Thomas Mack explained that this was a jigsaw puzzle that solved to
an image from a comic strip with part of the dialogue blanked out.
It turned out to be too hard to find a copy of this strip in 1998,
so the answer was released. Since it should be related to roses,
it is likely the comic strip was Rose is Rose, and with
modern tools, we can find what was too hard in 1998: The May 18, 1996 edition
of Rose is Rose, which includes the term NUCLEAR
19.7 Cryptography - The third "cryptogram" is not solvable. This
had to be on purpose, though without seeing the puzzle - and
without knowing whether there were three or many cryptograms in
the puzzle - it is hard to have a good idea why. Was it a
metapuzzle for the group which didn't work like usual cryptograms?
Was it a red herring meant to waste solvers' time?
6.666 Arcane Programs - The puzzle was replaced with a text file.

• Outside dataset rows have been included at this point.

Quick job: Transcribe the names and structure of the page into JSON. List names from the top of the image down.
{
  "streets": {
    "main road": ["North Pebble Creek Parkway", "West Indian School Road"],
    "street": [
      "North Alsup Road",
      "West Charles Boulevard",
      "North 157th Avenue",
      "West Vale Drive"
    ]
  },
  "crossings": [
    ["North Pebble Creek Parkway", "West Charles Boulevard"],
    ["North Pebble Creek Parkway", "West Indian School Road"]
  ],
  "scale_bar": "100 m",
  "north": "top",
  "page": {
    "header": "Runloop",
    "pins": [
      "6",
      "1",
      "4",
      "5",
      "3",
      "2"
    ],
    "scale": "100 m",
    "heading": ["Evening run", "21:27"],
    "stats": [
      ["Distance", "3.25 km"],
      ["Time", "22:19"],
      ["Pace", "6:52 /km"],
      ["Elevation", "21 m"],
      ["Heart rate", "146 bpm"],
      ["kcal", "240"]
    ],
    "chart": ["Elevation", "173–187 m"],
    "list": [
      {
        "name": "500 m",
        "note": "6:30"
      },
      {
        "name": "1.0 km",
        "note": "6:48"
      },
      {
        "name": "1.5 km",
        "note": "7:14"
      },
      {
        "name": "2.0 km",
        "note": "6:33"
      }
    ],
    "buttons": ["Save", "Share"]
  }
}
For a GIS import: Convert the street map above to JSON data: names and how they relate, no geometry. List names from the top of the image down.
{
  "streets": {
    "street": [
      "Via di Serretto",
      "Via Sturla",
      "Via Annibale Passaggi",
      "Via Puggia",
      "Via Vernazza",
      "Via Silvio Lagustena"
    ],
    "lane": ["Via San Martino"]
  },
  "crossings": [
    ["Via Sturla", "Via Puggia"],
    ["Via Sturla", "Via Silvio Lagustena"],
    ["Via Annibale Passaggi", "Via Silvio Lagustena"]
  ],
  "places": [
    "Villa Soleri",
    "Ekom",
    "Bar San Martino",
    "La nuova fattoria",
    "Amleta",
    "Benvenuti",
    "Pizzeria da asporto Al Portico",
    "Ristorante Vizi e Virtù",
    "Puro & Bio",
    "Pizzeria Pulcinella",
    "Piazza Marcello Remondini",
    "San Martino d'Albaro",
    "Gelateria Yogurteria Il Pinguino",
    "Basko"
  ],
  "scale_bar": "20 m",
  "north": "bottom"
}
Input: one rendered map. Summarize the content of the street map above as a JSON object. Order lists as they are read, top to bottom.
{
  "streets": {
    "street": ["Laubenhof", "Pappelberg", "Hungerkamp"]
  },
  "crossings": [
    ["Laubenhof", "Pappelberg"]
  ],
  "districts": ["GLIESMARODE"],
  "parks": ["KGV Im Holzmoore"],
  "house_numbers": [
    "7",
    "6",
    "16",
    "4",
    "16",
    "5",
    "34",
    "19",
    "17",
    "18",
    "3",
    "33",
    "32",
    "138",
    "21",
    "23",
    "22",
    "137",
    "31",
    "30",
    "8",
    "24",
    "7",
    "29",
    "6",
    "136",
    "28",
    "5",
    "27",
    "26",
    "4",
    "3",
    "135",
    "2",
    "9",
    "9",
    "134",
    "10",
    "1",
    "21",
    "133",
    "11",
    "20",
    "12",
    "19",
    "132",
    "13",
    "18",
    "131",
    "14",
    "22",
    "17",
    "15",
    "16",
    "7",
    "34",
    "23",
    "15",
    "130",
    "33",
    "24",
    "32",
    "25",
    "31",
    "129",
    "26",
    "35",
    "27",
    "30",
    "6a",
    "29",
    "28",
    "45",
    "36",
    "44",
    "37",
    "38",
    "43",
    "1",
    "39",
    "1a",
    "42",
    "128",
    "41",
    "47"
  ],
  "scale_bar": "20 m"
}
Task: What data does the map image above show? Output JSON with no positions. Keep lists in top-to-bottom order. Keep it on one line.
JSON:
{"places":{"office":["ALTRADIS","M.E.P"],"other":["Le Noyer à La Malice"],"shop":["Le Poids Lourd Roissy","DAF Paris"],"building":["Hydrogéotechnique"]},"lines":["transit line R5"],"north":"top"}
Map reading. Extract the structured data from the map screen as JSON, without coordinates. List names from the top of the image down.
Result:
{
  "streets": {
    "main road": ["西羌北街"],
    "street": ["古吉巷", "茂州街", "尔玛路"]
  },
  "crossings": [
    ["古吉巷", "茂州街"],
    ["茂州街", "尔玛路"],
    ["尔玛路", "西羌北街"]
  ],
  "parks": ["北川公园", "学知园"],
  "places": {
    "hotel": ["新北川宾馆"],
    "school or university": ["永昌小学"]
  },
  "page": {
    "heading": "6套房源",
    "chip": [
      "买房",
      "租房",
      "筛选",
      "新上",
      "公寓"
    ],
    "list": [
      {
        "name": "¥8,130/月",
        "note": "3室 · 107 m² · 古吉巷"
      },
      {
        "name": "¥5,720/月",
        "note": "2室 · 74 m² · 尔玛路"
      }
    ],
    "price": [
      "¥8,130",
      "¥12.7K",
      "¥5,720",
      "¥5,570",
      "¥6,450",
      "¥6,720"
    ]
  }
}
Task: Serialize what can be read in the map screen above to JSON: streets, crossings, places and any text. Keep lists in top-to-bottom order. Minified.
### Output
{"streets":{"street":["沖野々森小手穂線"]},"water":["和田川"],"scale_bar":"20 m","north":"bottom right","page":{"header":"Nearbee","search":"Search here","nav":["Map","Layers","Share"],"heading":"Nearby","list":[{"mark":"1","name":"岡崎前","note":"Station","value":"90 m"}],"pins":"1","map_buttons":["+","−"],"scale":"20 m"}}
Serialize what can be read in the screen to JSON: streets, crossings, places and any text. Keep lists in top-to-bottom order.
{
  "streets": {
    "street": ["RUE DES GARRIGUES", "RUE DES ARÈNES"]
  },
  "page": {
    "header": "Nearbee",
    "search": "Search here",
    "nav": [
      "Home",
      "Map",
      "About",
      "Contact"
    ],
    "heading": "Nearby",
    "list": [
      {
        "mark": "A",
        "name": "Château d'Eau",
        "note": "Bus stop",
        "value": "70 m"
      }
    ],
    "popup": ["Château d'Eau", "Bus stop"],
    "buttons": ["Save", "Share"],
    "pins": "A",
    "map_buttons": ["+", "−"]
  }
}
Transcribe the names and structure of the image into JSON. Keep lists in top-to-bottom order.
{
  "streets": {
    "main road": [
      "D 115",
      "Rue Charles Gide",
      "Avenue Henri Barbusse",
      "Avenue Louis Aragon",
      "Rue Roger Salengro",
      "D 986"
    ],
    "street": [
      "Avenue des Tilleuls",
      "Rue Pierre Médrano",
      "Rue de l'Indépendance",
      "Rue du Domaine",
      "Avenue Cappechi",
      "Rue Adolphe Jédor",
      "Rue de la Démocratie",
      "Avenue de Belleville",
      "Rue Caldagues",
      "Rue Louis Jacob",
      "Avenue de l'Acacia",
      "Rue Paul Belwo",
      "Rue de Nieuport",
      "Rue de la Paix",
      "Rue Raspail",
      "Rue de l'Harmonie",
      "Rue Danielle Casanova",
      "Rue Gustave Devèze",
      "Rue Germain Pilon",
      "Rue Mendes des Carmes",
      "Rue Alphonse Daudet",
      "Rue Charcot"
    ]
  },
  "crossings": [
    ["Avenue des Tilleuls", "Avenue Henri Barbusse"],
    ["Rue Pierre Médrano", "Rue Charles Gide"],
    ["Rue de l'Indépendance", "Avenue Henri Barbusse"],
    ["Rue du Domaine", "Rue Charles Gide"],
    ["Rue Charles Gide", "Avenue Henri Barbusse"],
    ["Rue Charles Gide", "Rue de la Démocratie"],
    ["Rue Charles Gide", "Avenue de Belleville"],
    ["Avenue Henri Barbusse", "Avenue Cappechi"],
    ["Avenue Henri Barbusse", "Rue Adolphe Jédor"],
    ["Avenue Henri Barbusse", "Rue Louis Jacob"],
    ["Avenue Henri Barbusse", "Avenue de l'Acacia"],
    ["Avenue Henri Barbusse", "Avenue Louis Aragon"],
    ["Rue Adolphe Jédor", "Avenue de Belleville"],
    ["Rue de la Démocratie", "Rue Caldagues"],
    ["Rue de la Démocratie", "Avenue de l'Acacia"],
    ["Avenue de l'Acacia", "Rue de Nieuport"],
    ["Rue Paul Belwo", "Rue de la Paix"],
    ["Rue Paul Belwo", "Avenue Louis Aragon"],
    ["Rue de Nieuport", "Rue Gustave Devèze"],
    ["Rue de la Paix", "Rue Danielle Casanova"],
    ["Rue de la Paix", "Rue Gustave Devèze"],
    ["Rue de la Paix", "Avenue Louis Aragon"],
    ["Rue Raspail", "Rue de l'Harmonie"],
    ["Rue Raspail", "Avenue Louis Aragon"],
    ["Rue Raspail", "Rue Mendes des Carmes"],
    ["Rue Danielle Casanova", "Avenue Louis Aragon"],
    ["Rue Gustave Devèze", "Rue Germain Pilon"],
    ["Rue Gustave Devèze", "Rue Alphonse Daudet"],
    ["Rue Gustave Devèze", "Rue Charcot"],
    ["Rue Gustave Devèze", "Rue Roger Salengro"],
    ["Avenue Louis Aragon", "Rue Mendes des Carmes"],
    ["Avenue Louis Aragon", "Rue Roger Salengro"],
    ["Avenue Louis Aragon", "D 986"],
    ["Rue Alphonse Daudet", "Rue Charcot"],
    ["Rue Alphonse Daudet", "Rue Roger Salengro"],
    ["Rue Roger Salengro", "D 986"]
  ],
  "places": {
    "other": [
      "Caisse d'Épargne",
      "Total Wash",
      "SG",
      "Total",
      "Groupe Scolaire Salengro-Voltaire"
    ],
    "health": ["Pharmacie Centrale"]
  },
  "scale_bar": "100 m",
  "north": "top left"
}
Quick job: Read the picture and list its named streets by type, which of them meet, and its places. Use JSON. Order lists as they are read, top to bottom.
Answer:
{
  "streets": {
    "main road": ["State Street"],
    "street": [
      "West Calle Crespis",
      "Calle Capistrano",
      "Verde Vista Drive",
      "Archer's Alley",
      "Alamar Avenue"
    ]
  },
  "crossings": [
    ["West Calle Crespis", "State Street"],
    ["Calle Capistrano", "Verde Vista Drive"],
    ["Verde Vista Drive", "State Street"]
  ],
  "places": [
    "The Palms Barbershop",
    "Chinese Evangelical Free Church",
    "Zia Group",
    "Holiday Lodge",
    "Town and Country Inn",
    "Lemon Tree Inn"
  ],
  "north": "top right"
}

In these days, HTML was quite new and some pages were coded by
hand, by people who might not have been familiar with all the
syntactic rules, so one possibility was there was a computer
program in the page and its special characters were not all
escaped properly, and rather than try to fix it, they simply
pasted the program into a text file where it would not be troubled
by those rules.
8.137 - The erratum for this puzzle mentions a thesis, which you
don't need to read "a single word" of. Thomas Mack explains it was
the thesis of one of the hunt authors. He encoded a binary message
in the bound copy of the thesis kept on file at MIT by flipping
the watermark on certain pages. Teams were directed to the thesis
without any information of this sort, so the erratum was meant to
close off many blind alleys.
19.1289 Decoding Advanced Cryptography - Was this a numeric code
of some sort?
19.789 Color threory - Given that there were three colors and
three font sizes, it's possible there were also three of another
thing and the spelling of the title was a hint this was a ternary
18.123 - We don't have a title here, but the number 123 suggests
"easy" or counting, and the fact there was a wrong number suggests
another numeric code.
4.123 Coloring Within the Lines - If the given text is a hint
rather than erratum, it is possible this is a nonogram. If it is
an erratum, then maybe some other puzzle where you have to shade
squares given some initially shaded ones. It is in Course 4,
Architecture, so a puzzle where you are building something (or
drawing a picture of a building, perhaps) would be appropriate.
18.617 Number Theory - Looks like some sort of numeric trivia.
The one about the book might have wanted a call number.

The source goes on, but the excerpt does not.